Pueblo resident Andy Holman owned several residential properties within spitting distance of the Vine Street clinic in the late '90s, and recalls the time he "got fed up with their bullshit." He marched into the alley behind the clinic and confronted Ken on his ladder, informing him in no uncertain terms that he would press charges for disturbing the peace if Ken continued yelling. An argument ensued, and Holman called the police, filed his complaint and wound up in court. "The judge threw it out, though, because I threw a wadded-up newspaper at Ken, and the judge said I had 'fired a missile' at him, or something ridiculous like that," he recalls.

Although Holman says he had to sell a few of his properties at sub-market prices because of the anti-abortion protests that rang through the neighborhood, he eventually befriended Scott. Holman's daughter, Shana, worked at the Vine Street clinic and recalls how once Ken learned her name, he'd ask her how many dead babies it took to make her car payment. "It was all very surreal," she says. "Ken once stopped yelling at me from his ladder and quietly told me the tag was hanging out of the back of my dress. Then he went back to yelling about Nazis. He was wearing a devil mask that day."

If Ken wants patients entering the new Planned Parenthood facility to see his devil mask, he's going to need a higher ladder. But even though he and Jo have had to adjust their tactics at Stapleton, where a ten-foot-high fence lined with fabric surrounds the campus, they remain every bit as ardent.

At a hearing scheduled for September 30, Judge Harrell will decide whether to grant the district attorney's request that the terms of Jo Scott's probation include a requirement that she stay away from all Planned Parenthood facilities for a full year.

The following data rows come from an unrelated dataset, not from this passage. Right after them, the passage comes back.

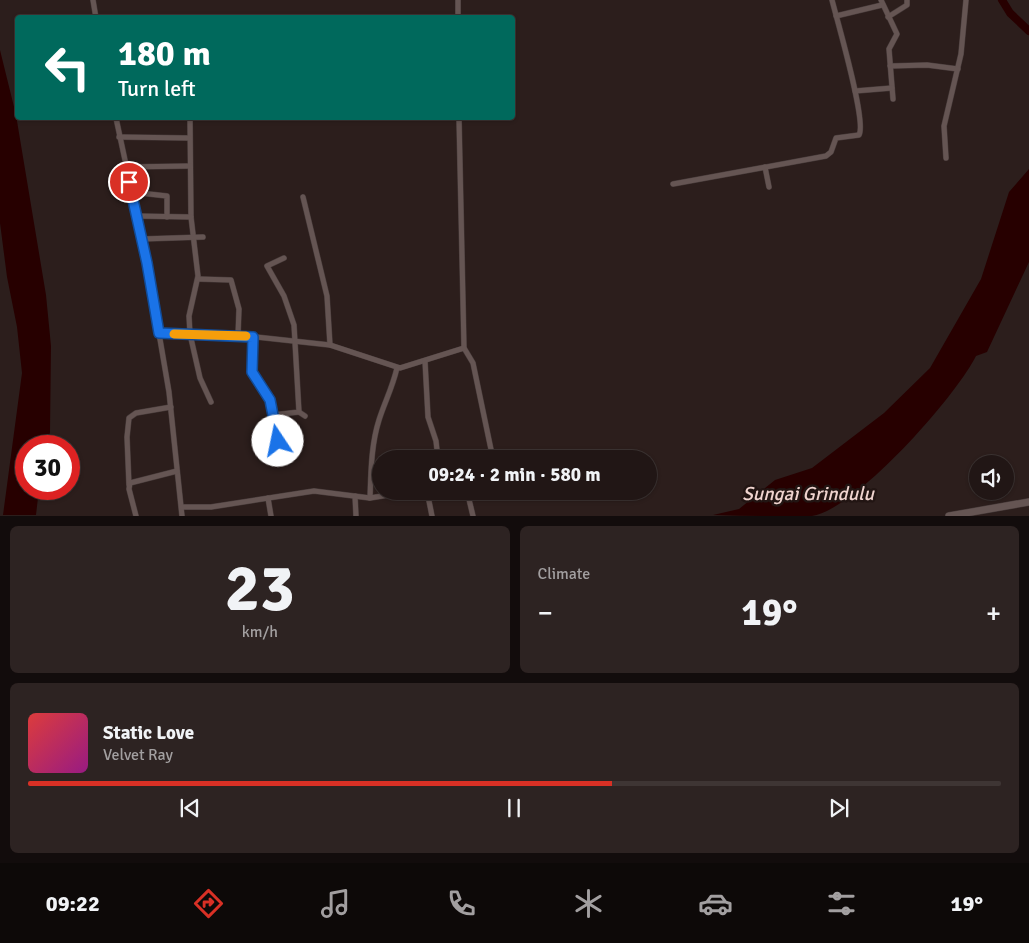 <!DOCTYPE html>
<meta charset="utf-8">
<style>
body{margin:0;font-family:Signika,sans-serif;background:#2d2322;color:#f1f3f6;height:100vh;display:flex;flex-direction:column;font-size:19px;white-space:nowrap}
*{box-sizing:border-box;margin:0}
p{font-size:16px;color:#a29fa0}
.icon{flex:none;width:28px;height:28px;fill:none;stroke:currentColor;stroke-width:2;stroke-linecap:round;stroke-linejoin:round}
.map{position:relative;height:516px;overflow:hidden}
.details{display:flex;flex-direction:column;gap:10px;padding:10px;background:#120c0c;flex:1}
.details>*{flex:none}
.top-card{position:absolute;left:15px;top:15px;width:500px;height:105px;border-radius:5px;box-shadow:0 1px 4px #0004,0 0 0 1px #3e3534;background:#00695c;color:#fff;overflow:hidden}
.tools{position:absolute;left:969px;top:455px;display:grid;gap:10px}
.tools a{display:grid;place-items:center;width:45px;height:45px;border-radius:50%;background:#211615;box-shadow:0 1px 4px #0004,0 0 0 1px #3e3534;font-size:25px}
.speed{position:absolute;left:15px;top:435px;display:flex;gap:10px;font-size:25px;font-weight:700;text-align:center}
.speed>*{display:grid;place-content:center;width:65px;height:65px;border-radius:50%;background:#211615;box-shadow:0 1px 4px #0004,0 0 0 1px #3e3534;line-height:1}
.speed .limit{border:8px solid #d22;background:#fff;color:#111}
.pin{position:absolute;display:grid;place-items:center;width:42px;height:42px;color:#fff;margin:-21px;border:2px solid #fff;border-radius:50%;box-shadow:0 1px 5px #0007}
.me{position:absolute;width:55px;margin:-28px;rotate:349deg;stroke-linejoin:round;filter:drop-shadow(0 0 4px #0008)}
.turn{display:flex;align-items:center;gap:18px;height:105px;padding:0 20px;font-size:22px}
.turn .icon{width:65px;height:65px;stroke-width:2.5}
.turn b{display:block;font-size:35px;line-height:42px}
.big{font-size:38px;font-weight:800;line-height:1.1}
.details .tile{flex:1;display:flex;flex-direction:column;justify-content:center;gap:8px;min-width:0;padding:0 18px;border-radius:8px;background:#2d2322}
.details .dial{align-items:center;gap:0}
.dial b{font-size:65px;line-height:1}
.song{display:flex;align-items:center;gap:15px}
.cover{width:60px;height:60px;border-radius:8px;background:linear-gradient(135deg,hsl(0 70% 55%),hsl(310 70% 35%))}
.played{height:5px;border-radius:2px;background:linear-gradient(90deg,#d93025 60%,#3e3534 60%)}
.keys{display:flex;justify-content:space-around;direction:ltr}
.heat{display:flex;justify-content:space-between;align-items:center;font-size:28px;direction:ltr}
.details .tiles{flex:1;display:grid;gap:10px;grid-template-columns:1fr 1fr}
.tile:last-child{grid-column:span 2}
.trip{position:absolute;left:372px;top:450px;width:285px;height:50px;border-radius:25px;background:#211615;box-shadow:0 1px 4px #0004,0 0 0 1px #3e3534;font-weight:800;line-height:50px;text-align:center}
.dock{display:flex;height:80px;justify-content:space-around;align-items:center;background:#0d0908;color:#a29fa0}
.dock .icon{width:35px;height:35px}
.dock .selected{color:#d93025}
.dock b{font-size:22px;color:#f1f3f6}
.map>svg:first-child{display:block}
</style>
<div class="map">
<svg width="1029" height="516" viewBox="0 0 1029 516">
<rect width="100%" height="100%" fill="#2c1e1c"/>
<g fill="#270000">
<path d="M0,50L16,115L46,295L51,346L50,432L47,446H26V489H39L36,515H3L22,373L17,327L7,277L0,223Z"/>
<path d="M1029,169V262L987,352L976,356C956,396 857,509 812,516C803,516 792,516 782,516C759,516 736,516 713,515L739,509L775,480L812,468L884,413L930,368L981,279L1009,192Z"/>
</g>
<g fill="none" stroke-linecap="round" stroke-linejoin="round">
<path stroke="#270000" stroke-width="8" d="M1002,0L1010,13L1029,31"/>
<g stroke="#473b3a" stroke-width="6">
<g id="street">
<path d="M93,0L96,18"/>
<path d="M458,0V18"/>
<path d="M881,0L897,34L889,49L893,99"/>
<path d="M836,16L882,5"/>
<path d="M888,17L907,5V0"/>
<path d="M890,66L927,65L958,69"/>
<path d="M855,91L892,88"/>
<path d="M116,118L147,263L169,392L182,516"/>
<path d="M190,118L191,217L198,276L189,316L190,334L200,378L211,402"/>
<path d="M459,118L464,348L473,363L493,459"/>
<path d="M119,137L189,138"/>
<path d="M946,158L944,126L961,54L966,0"/>
<path d="M125,167L190,166"/>
<path d="M765,167L769,187"/>
<path d="M673,184L826,156L831,152L836,138L859,135C867,122 837,20 832,0"/>
<path d="M131,192L167,196V217"/>
<path d="M303,197L327,296L330,345"/>
<path d="M136,216L191,217"/>
<path d="M142,239L203,237"/>
<path d="M198,279L231,280L239,309L238,335"/>
<path d="M159,333L238,335L330,345L400,368L464,348"/>
<path d="M253,337L252,372L269,400L278,441"/>
<path d="M425,361L428,417L436,441L438,459"/>
<path d="M299,412L305,416"/>
<path d="M273,415L299,412L294,325L284,296L267,266L284,258"/>
<path d="M129,485L127,437L129,418L136,413L171,407"/>
<path d="M427,491L432,516"/>
<path d="M467,491L473,516"/>
<path d="M355,496L356,516"/>
<path d="M268,498L271,516"/>
<path d="M370,498C371,472 371,445 379,420C385,401 392,389 397,368"/>
<path d="M182,507H211L314,491L370,498L413,491"/>
<path d="M136,516L129,489L130,483L177,471"/>
</g>
</g>
<g stroke="#473b3a" stroke-width="8">
<path id="secondary" d="M949,516L1029,502"/>
</g>
<use href="#street" stroke="#655553" stroke-width="5"/>
<use href="#secondary" stroke="#655553" stroke-width="7"/>
</g>
<g fill="none" stroke-linecap="round" stroke-linejoin="round">
<g stroke="#114b97" stroke-width="12">
<path id="route" d="M129,182L147,263L159,333L253,337L252,372L270,400L278,441"/>
</g>
<use href="#route" stroke="#1a73e8" stroke-width="9"/>
<path stroke="#f59e0b" stroke-width="9" d="M174,334L246,336"/>
</g>
<g text-anchor="middle" stroke-width="5" stroke-linejoin="round" paint-order="stroke">
<g font-size="19" font-style="italic" fill="#f0d4cf" stroke="#221513">
<text x="808" y="500">Sungai Grindulu</text>
</g>
</g>
</svg>
<div class="tools">
<a><svg class="icon" aria-label="sound" viewBox="0 0 24 24"><path d="M4 9h4l5-4v14l-5-4H4zM17 9q2 3 0 6"/></svg></a>
</div>
<div class="speed"><div class="limit">30</div></div>
<div class="pin" style="left:129px;top:182px;background:#d93025"><svg class="icon" aria-label="arrive" viewBox="0 0 24 24"><path d="M6 21V4h12l-3 4 3 4H6"/></svg></div>
<svg class="me" style="left:278px;top:441px" viewBox="-20 -20 40 40"><circle r="19" fill="#fff"/><path d="M0-13L10 11 0 6-10 11z" fill="#1a73e8"/></svg>
<div class="trip">09:24 · 2 min · 580 m</div>
<div class="top-card">
<div class="turn"><svg class="icon" aria-label="left" viewBox="0 0 24 24"><path d="M17 20v-9H6M10 6l-5 5 5 5"/></svg><div><b>180 m</b>Turn left</div></div>
</div>
</div>
<section class="details">
<div class="tiles">
<div class="tile dial"><b>23</b><p>km/h</p></div>
<div class="tile"><p>Climate</p>
<div class="heat"><a>−</a><b class="big">19°</b><a>+</a></div>
</div>
<div class="tile">
<div class="song"><i class="cover"></i><div><b>Static Love</b><p>Velvet Ray</p></div></div>
<div class="played"></div>
<div class="keys"><svg class="icon" aria-label="previous" viewBox="0 0 24 24"><path d="M18 5L8 12l10 7zM5 5v14"/></svg><svg class="icon" aria-label="pause" viewBox="0 0 24 24"><path d="M8 5v14M16 5v14"/></svg><svg class="icon" aria-label="next" viewBox="0 0 24 24"><path d="M6 5l10 7-10 7zM19 5v14"/></svg></div>
</div>
</div>
</section>
<nav class="dock">
<b>09:22</b>
<svg class="icon selected" aria-label="directions" viewBox="0 0 24 24"><path d="M12 3l9 9-9 9-9-9zM9 14v-3h6M13 9l2 2-2 2"/></svg>
<svg class="icon" aria-label="music" viewBox="0 0 24 24"><path d="M9 18V5l10-2v13"/><circle cx="6" cy="18" r="3"/><circle cx="16" cy="16" r="3"/></svg>
<svg class="icon" aria-label="phone" viewBox="0 0 24 24"><path d="M5 4h4l2 5-3 2q2 4 5 5l2-3 5 2v4C11 20 4 13 5 4z"/></svg>
<svg class="icon" aria-label="climate" viewBox="0 0 24 24"><path d="M12 3v18M4 7l16 10M4 17L20 7"/></svg>
<svg class="icon" aria-label="car" viewBox="0 0 24 24"><path d="M5 17H2v-5l4-1 3-4h7l3 4 3 1v5h-3M9 17h6M6 11h13"/><circle cx="7" cy="17" r="2"/><circle cx="17" cy="17" r="2"/></svg>
<svg class="icon" aria-label="filters" viewBox="0 0 24 24"><path d="M4 7h16M4 17h16"/><circle cx="9" cy="7" r="2"/><circle cx="15" cy="17" r="2"/></svg>
<b>19°</b>
</nav>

Otherwise, there's no guarantee that she won't break the law again. Because as it is, Jo plans to continue standing out in front of Planned Parenthood six days a week, Bubble Law be damned, until the facility no longer performs abortions. "I occasionally might take a step too close to another Planned Parenthood employee," she says, but that's a risk she's willing to take. "I serve God. I don't serve man."

To hold the fundamental belief that you are doing God's work is to have an unblinking faith in the inevitability of your actions — even if these actions could land you in jail for six months. But Jo Scott believes the only law she's bound to follow is God's law, and as long as the laws of society contradict the laws of her belief system, then society is corrupt and her obligation in the whole social contract is void. In fact, she considers herself a hero: "If I were a fireman and I saved three lives in a day, I'd be on the news!"